By Wale Adebanwi
Was it the moment that found the man, or was it the man that found the moment? Perhaps, both man and moment were in a long, tortuous search for each other. They found each other on 4 November 2008 when a tall black man walked into an unprecedented blaze of glory on behalf of his race, in the stature of his great nation, and in the ambience of a common humanity.
It was not Barack Obama that won an unprecedented victory at the Presidential polls in the United States of America, as he readily admitted; it was the relentless human spirit that spoke out loud and clear beyond the evil of racism, the vice of ideological divisions, and the sheer terror of unremitting war.

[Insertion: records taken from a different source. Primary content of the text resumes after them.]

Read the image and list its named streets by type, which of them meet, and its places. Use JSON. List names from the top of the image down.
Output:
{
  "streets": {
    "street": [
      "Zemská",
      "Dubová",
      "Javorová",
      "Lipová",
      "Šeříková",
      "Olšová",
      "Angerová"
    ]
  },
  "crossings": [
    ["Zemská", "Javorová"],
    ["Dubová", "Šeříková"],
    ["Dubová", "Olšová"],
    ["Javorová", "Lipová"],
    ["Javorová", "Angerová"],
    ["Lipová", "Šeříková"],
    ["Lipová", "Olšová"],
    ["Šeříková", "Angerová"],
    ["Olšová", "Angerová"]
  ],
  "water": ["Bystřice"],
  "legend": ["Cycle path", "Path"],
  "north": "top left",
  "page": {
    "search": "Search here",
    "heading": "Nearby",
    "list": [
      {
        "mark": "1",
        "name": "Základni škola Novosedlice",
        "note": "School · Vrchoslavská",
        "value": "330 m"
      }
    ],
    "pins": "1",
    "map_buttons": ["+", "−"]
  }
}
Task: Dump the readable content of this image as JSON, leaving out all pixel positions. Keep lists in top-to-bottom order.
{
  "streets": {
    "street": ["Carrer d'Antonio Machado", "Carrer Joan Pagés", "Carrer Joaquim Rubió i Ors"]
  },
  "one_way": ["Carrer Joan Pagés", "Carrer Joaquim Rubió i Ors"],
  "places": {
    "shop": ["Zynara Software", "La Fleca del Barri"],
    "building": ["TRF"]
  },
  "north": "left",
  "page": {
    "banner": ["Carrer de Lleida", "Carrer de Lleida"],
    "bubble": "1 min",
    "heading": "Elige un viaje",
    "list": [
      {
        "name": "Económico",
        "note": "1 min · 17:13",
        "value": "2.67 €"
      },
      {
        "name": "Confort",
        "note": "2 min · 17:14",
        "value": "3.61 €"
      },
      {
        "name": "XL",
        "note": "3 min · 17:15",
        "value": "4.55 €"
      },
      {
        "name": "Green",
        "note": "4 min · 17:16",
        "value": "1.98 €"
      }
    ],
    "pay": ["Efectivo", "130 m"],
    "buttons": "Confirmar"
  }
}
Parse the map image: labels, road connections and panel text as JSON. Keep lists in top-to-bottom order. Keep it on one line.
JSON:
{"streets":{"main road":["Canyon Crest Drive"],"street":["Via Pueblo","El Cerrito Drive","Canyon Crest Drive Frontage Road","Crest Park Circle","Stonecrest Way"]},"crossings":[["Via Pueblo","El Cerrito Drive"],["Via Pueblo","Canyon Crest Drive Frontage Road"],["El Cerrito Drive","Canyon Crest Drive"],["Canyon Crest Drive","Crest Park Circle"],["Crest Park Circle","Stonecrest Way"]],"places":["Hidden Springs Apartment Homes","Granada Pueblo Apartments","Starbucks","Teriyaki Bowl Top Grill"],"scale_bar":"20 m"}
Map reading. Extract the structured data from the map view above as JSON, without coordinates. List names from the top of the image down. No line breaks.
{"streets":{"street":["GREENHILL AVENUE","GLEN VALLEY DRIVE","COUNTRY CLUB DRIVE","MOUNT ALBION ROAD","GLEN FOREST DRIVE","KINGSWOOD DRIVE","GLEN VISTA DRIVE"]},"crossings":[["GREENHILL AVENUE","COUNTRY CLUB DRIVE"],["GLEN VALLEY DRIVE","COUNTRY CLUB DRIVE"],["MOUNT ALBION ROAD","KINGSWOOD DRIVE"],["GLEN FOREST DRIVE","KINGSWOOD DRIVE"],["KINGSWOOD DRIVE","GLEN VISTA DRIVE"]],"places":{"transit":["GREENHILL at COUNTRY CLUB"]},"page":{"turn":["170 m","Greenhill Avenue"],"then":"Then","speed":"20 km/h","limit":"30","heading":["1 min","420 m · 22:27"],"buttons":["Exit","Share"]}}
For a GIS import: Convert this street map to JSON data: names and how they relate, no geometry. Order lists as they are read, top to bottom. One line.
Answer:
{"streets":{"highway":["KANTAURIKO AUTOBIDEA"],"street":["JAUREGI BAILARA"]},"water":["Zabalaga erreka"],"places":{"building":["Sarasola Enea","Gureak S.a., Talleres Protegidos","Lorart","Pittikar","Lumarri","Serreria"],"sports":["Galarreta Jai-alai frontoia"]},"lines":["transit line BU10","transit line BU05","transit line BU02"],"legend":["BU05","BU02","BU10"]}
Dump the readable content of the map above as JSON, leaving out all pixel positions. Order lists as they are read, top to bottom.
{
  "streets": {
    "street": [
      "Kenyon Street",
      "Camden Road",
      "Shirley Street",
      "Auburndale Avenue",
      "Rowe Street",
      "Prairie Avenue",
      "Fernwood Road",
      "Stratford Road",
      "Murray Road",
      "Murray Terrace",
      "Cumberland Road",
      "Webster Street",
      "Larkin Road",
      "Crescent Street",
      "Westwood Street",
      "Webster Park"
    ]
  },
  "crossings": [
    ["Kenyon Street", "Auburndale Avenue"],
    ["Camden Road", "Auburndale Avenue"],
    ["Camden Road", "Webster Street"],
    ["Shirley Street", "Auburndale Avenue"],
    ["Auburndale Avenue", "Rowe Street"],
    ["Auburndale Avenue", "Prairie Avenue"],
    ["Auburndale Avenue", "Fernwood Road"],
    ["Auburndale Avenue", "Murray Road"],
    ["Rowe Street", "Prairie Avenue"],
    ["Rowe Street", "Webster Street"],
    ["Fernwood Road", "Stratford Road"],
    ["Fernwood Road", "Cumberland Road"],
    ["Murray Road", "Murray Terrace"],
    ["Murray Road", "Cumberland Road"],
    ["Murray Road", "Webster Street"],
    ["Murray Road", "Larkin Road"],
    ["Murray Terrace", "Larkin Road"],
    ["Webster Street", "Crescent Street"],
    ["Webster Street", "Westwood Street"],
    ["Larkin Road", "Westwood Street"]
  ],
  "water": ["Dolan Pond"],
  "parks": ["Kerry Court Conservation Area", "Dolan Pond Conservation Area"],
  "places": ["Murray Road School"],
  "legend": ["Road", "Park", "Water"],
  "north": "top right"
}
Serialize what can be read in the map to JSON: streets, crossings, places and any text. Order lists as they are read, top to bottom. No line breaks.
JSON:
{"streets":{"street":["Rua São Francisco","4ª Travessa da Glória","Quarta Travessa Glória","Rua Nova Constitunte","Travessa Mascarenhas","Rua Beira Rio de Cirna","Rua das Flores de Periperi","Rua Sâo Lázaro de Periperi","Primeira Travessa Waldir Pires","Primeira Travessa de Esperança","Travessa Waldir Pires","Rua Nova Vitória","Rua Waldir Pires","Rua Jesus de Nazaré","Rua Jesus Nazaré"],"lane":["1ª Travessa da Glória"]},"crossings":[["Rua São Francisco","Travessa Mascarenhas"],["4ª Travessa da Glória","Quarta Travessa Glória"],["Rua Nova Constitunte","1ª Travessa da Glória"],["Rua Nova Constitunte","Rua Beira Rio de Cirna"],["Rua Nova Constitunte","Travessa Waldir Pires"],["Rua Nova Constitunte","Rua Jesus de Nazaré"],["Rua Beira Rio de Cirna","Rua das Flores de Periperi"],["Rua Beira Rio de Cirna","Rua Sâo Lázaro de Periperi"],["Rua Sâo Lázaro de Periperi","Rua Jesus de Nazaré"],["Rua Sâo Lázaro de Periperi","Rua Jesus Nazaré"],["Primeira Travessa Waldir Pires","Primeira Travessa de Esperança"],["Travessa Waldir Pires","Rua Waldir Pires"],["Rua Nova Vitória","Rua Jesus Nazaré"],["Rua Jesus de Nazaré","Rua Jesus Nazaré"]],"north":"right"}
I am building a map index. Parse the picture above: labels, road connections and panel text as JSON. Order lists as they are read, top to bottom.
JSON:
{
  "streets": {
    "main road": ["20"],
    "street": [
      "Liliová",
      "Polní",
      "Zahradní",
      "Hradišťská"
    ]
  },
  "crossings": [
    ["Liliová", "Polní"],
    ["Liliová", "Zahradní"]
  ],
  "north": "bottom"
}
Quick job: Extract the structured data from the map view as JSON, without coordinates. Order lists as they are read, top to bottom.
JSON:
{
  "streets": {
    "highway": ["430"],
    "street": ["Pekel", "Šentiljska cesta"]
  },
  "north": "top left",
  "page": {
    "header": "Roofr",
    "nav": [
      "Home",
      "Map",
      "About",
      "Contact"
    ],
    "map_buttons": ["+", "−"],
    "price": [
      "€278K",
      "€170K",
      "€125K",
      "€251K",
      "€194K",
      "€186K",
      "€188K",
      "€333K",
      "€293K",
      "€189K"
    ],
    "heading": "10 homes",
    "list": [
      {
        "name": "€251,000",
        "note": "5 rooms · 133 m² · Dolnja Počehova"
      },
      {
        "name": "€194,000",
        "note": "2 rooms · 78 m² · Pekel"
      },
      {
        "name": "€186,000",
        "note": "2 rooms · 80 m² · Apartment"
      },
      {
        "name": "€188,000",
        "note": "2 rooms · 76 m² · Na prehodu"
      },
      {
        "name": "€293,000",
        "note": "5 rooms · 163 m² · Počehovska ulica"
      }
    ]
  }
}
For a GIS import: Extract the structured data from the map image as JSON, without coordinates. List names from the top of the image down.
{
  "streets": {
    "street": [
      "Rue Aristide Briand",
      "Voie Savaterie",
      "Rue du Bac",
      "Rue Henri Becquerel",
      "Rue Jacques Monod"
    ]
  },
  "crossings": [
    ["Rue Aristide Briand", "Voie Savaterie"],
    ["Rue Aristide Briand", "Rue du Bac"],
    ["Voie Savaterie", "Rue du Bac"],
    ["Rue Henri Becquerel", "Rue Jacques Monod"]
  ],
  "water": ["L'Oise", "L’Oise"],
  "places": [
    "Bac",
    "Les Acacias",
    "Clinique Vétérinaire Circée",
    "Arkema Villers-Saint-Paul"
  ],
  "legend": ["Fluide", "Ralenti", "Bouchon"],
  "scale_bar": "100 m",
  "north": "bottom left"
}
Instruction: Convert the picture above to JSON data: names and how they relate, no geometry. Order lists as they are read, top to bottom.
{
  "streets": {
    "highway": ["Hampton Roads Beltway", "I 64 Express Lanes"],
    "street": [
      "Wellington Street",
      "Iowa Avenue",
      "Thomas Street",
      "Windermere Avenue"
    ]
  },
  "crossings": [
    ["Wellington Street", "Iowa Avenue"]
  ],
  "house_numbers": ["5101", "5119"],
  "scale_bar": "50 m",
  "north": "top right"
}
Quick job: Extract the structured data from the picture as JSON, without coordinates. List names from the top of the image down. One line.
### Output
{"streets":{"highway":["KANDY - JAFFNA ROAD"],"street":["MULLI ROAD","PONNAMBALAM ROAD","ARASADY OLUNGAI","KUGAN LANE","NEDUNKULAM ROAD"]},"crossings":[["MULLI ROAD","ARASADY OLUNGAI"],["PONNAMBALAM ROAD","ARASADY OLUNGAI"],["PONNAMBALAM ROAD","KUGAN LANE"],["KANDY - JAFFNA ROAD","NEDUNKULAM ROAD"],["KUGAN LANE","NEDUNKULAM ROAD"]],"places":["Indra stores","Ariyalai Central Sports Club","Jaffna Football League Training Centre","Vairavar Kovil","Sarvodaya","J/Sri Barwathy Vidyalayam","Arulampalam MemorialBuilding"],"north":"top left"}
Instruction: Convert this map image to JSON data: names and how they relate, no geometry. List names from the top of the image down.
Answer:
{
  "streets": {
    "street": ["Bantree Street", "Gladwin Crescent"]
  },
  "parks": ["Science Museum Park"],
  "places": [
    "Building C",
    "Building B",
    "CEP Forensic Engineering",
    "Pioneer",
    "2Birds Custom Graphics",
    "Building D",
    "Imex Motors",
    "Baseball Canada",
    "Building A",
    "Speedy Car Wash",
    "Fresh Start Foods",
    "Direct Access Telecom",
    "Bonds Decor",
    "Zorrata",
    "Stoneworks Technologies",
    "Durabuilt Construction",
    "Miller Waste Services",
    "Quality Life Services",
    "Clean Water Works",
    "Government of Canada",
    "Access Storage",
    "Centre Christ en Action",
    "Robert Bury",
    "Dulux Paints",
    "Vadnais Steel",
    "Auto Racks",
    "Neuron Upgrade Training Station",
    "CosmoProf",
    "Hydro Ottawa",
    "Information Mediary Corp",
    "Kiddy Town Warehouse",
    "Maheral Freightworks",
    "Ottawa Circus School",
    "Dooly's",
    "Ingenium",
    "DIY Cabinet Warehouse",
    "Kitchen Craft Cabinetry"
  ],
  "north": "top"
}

For a nation that had moved from being an almost unblemished beacon of liberty to the rest of the world represented in and by the Statue of Liberty which beckons the world “with silent lips” to “Give me your tired, your poor, Your huddled masses yearning to breathe free, The wretched refuse of your teeming shore…”, to one which, under President George W. Bush, had become an arrogant, but despised and casually derided nation, the United States of America on 4 November again proved itself as a nation that has the greatest capacity to self-correct - and therefore the greatest nation in human history.
One afternoon on 19 November 1863, that is, more than four months after the Union Armies defeated those of the Confederacy at the decisive battle of Gettysburg - which was a turning point in the war - the President of the contested Union, Abraham Lincoln, delivered a speech that would go down in human history as one of the greatest and the shortest, and even poetic, rendition of the ideals of liberty and the triumph of the human spirit against every contrary spirit. In barely two minutes, Lincoln recaptured the core principles of human freedom and equality and gave to liberty the poetry of oration. “Four score and seven years ago,” Lincoln began, “our fathers brought forth on this continent a new nation, conceived in Liberty, and dedicated to the proposition that all men are created equal”.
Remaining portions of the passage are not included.